* RECORDS SHOWN *
···
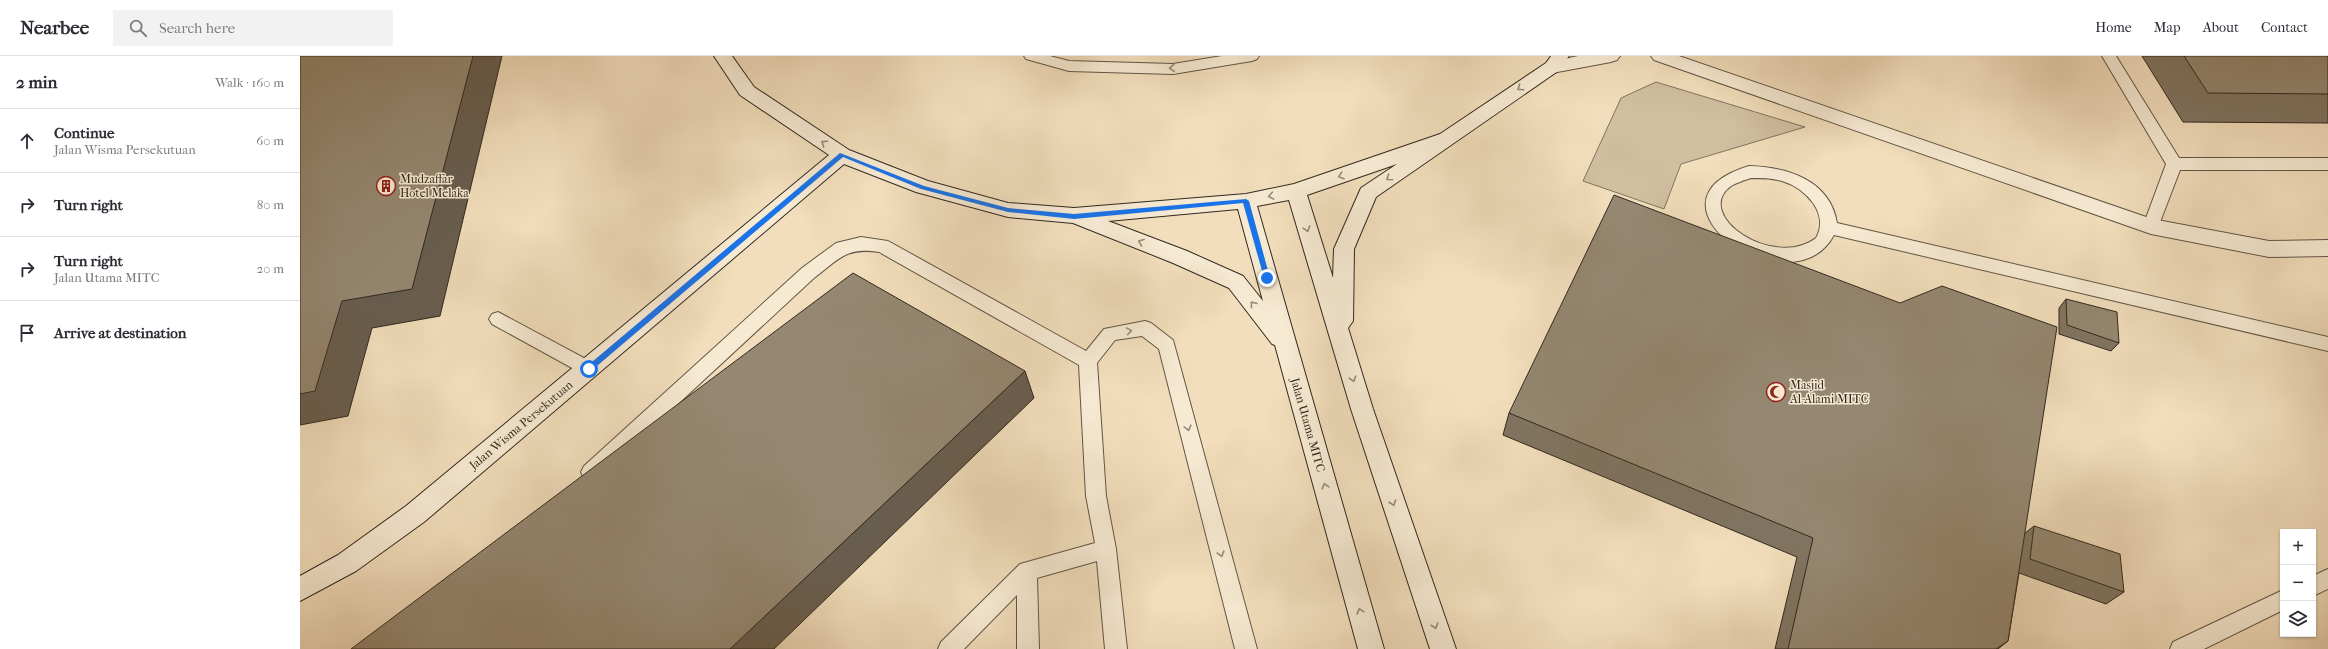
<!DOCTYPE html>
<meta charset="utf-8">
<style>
body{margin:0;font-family:"IM FELL French Canon",serif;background:#f2f2f3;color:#2b2b33}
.controls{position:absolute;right:12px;bottom:12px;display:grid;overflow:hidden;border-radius:0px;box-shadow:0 1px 3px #0004}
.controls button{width:36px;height:36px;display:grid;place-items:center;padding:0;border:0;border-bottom:1px solid #e1e1e2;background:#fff;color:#2b2b33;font:20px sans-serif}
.stop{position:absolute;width:12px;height:12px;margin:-9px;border:3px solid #1a73e8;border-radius:50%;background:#fff}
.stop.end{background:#1a73e8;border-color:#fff;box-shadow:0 1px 4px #0008}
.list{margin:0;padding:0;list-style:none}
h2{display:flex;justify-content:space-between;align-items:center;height:52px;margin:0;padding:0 16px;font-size:17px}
h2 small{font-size:13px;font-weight:400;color:#7c7c81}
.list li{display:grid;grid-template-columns:26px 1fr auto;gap:12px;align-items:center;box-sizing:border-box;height:64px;padding:0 16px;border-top:1px solid #e1e1e2}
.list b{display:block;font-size:15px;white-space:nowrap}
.list p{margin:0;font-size:13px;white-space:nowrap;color:#7c7c81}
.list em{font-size:13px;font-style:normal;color:#7c7c81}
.icon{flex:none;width:22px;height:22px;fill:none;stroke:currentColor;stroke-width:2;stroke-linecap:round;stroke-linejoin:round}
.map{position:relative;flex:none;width:2028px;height:593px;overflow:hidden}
header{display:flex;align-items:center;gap:24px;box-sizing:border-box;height:56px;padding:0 20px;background:#fff;border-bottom:1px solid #e1e1e2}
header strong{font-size:19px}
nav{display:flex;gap:22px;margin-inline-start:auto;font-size:14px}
.search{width:280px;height:36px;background:#f2f2f3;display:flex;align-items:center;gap:10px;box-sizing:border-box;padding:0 14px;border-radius:0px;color:#7c7c81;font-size:15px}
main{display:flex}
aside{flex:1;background:#fff}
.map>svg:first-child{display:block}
.green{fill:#d1bfa1;stroke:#817460}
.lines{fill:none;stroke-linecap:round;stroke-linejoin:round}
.lane-casing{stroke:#615646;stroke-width:2}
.street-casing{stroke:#615646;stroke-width:2}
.secondary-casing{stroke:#31291f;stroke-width:2}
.lane{fill:#f7ead3;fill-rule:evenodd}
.street{fill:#f7ead3;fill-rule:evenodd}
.secondary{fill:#f7ead3;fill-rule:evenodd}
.wall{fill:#807461;stroke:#31291f}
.shaded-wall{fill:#685e4f;stroke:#31291f}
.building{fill:#958771;stroke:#31291f}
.oneway{stroke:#948a79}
.route{fill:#1a73e8}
.labels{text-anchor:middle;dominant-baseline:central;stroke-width:3;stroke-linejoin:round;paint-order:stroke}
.poi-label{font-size:12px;fill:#31291f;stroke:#f7ead3;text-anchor:start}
.street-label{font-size:12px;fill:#31291f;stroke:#f7ead3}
</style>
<header>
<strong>Nearbee</strong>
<div class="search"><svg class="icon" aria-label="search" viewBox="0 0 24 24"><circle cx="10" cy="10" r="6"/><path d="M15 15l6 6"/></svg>Search here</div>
<nav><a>Home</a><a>Map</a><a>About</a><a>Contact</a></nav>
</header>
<main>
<aside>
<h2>2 min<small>Walk · 160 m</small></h2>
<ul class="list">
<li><svg class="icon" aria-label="ahead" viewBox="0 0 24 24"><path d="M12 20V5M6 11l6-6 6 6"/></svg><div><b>Continue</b><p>Jalan Wisma Persekutuan</p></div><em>60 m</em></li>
<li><svg class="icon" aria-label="right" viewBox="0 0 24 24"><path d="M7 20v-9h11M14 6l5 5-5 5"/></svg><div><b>Turn right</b></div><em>80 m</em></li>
<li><svg class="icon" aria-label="right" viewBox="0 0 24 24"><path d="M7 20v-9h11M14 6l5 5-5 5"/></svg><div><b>Turn right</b><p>Jalan Utama MITC</p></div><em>20 m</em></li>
<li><svg class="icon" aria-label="arrive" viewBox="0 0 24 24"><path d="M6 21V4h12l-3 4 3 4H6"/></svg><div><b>Arrive at destination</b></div></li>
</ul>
</aside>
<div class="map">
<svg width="2028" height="593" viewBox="0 0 2028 593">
<rect width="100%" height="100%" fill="#f2debc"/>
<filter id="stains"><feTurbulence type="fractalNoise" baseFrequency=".005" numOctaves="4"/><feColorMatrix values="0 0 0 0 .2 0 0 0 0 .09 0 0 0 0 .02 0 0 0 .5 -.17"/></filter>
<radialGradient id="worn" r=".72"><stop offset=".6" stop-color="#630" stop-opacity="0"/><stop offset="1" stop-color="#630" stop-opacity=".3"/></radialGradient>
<!-- green -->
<path class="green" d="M1356,26L1505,71L1381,108L1364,153L1283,125L1321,42Z"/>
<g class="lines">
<!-- lane casing -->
<g class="lane-casing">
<g id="lane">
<path d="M724,0H750L769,5L873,8L922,0H959L957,3L952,5L873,18L769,15L726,3Z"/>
<path d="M1802,0H1816L1879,102H2028V114H1880L1857,174L1851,176L1845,174L1843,170L1866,108Z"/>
<path d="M1449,110C1487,111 1530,124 1537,167L2028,281V295L1534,179C1492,257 1329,146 1449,110ZM1451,122C1461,122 1472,122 1482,125C1505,132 1530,157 1516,182C1473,214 1392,159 1431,130C1436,127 1445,124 1451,122Z"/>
<path d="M561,181L588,185L786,295L804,273L845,265L851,267L873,284L957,593H935L859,293L842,280L815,284L797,307L806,440L816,493L827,593H805L797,505L737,522L739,593H717V539L664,593H638L641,586L720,508L795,487L786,440L779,309L579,196C546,191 539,203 514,222L298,422L291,425L284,422L281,416L284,410L502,212L536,187Z"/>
<path d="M198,256L295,308L298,313L295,318L289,321L283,318L192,268L189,263L192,258Z"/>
<path d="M2028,513V533L2013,540V520Z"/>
<path d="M1983,534V554L1904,593H1870L1873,586Z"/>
</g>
</g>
<!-- street casing -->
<g class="street-casing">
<g id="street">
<path d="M1278,0H1320L1317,4L1311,6L1252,17L1246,15L1243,11L1246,7Z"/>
<path d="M1351,0H1379L1852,163L1969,185L2028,184V200L1969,201L1851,178L1354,4Z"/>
</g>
</g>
<!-- secondary casing -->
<g class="secondary-casing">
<path id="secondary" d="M414,0H432L454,31L549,94L628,125L708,147L774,152L946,138L994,128L1140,78L1246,7L1251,0H1269L1258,15L1076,141L1054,193L1053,265L1048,272L1073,353L1156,593H1130L1051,353L989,144L957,150L1084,593H1058L975,289L972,288L929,232L873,207L773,167L708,161L616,136L544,108L124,466L56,515L0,545V520L38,499L106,450L529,99L440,39ZM1097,108L1061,132L1034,193L1033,222L1007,139ZM938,153L963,245L943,220L887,195L808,165Z"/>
</g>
<!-- lane -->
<use href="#lane" class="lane"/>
<!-- street -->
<use href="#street" class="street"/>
<!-- secondary -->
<use href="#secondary" class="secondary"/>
</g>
<!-- wall -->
<g class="wall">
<path d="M1842,0H2028V67L1883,66Z"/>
<path d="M1766,243L1819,287L1811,295L1759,278V252Z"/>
<path d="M1209,357L1725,477L1734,470L1824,536L1806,548L1719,517L1708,585L1698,593H1475L1497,501L1203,379Z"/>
</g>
<!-- shaded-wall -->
<g class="shaded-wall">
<path d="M173,0H202L140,260L72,272L48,360L0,369V338L42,245Z"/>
<path d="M725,315L734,342L474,593H430Z"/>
</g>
<!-- building -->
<g class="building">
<path d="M0,0H173L112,233L42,245L15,335L0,338Z"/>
<path d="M1884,0H2028V38L1908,37Z"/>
<path d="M1314,139L1600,247L1642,230L1757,271L1708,585L1696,593H1488L1513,482L1209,357Z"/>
<path d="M553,217L725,315L430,593H51Z"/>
<path d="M1766,243L1817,256L1819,287L1767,269Z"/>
<path d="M1734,470L1820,498L1824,536L1730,503Z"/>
</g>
<!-- one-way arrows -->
<defs><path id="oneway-chevron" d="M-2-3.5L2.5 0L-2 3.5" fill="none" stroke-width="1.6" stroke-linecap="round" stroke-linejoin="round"/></defs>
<g class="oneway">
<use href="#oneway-chevron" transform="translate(872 12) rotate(177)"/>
<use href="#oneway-chevron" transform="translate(1220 32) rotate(146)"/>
<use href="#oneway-chevron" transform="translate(524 87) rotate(-146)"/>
<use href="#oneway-chevron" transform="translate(1041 120) rotate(161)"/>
<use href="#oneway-chevron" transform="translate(1089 122) rotate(145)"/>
<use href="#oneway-chevron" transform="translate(971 140) rotate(169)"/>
<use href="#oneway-chevron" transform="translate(1007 173) rotate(73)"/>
<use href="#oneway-chevron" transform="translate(841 186) rotate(-159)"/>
<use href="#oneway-chevron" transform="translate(953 248) rotate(-128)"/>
<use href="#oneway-chevron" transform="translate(829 275) rotate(-9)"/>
<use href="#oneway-chevron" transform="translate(1053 323) rotate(73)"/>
<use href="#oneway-chevron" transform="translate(888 372) rotate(75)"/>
<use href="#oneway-chevron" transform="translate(1025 430) rotate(-106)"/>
<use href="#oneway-chevron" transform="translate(1093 447) rotate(71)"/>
<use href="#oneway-chevron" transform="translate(921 498) rotate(75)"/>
<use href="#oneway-chevron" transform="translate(1060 555) rotate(-106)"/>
<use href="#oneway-chevron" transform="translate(1135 570) rotate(71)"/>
</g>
<!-- route -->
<path class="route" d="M540,97L624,130L708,152L774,158L946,143L949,145L970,222L967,225L964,222L943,147L774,163L708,156L621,133L543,101L291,315H286V311Z"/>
<!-- icons -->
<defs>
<g id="building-ring" transform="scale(1)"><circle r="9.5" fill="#f7ead3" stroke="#8f2418" stroke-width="1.5"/><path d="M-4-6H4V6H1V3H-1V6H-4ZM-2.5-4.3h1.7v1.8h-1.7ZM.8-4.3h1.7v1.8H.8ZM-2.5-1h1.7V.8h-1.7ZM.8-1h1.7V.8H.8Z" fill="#8f2418"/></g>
<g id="mosque-ring" transform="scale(1)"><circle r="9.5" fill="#f7ead3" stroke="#8f2418" stroke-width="1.5"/><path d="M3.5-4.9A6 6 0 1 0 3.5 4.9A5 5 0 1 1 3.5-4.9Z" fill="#8f2418"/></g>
</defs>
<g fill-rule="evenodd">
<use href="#building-ring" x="86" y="130"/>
<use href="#mosque-ring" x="1476" y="336"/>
</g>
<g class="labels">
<!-- poi labels -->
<g class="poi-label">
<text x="100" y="123">Mudzaffar<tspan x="100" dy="14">Hotel Melaka</tspan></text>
<text x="1490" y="329">Masjid<tspan x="1490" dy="14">Al-Alami MITC</tspan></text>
</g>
<!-- street labels -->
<g class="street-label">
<text transform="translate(221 369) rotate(-40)">Jalan Wisma Persekutuan</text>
<text transform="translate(1008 369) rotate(74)">Jalan Utama MITC</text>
</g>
</g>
<rect width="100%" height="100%" filter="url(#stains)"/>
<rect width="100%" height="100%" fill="url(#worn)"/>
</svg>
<div class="controls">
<button>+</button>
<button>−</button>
<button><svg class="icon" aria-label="layers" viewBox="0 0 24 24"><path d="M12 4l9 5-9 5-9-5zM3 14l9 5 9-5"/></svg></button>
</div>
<div class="stop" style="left:289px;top:313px"></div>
<div class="stop end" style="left:967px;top:222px"></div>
</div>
</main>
···
* YOUR ASSIGNMENT *
Above are the records; report how many of their lines hold the string "grid", with no other words.

* RESPONSE TO THE EXERCISE *
3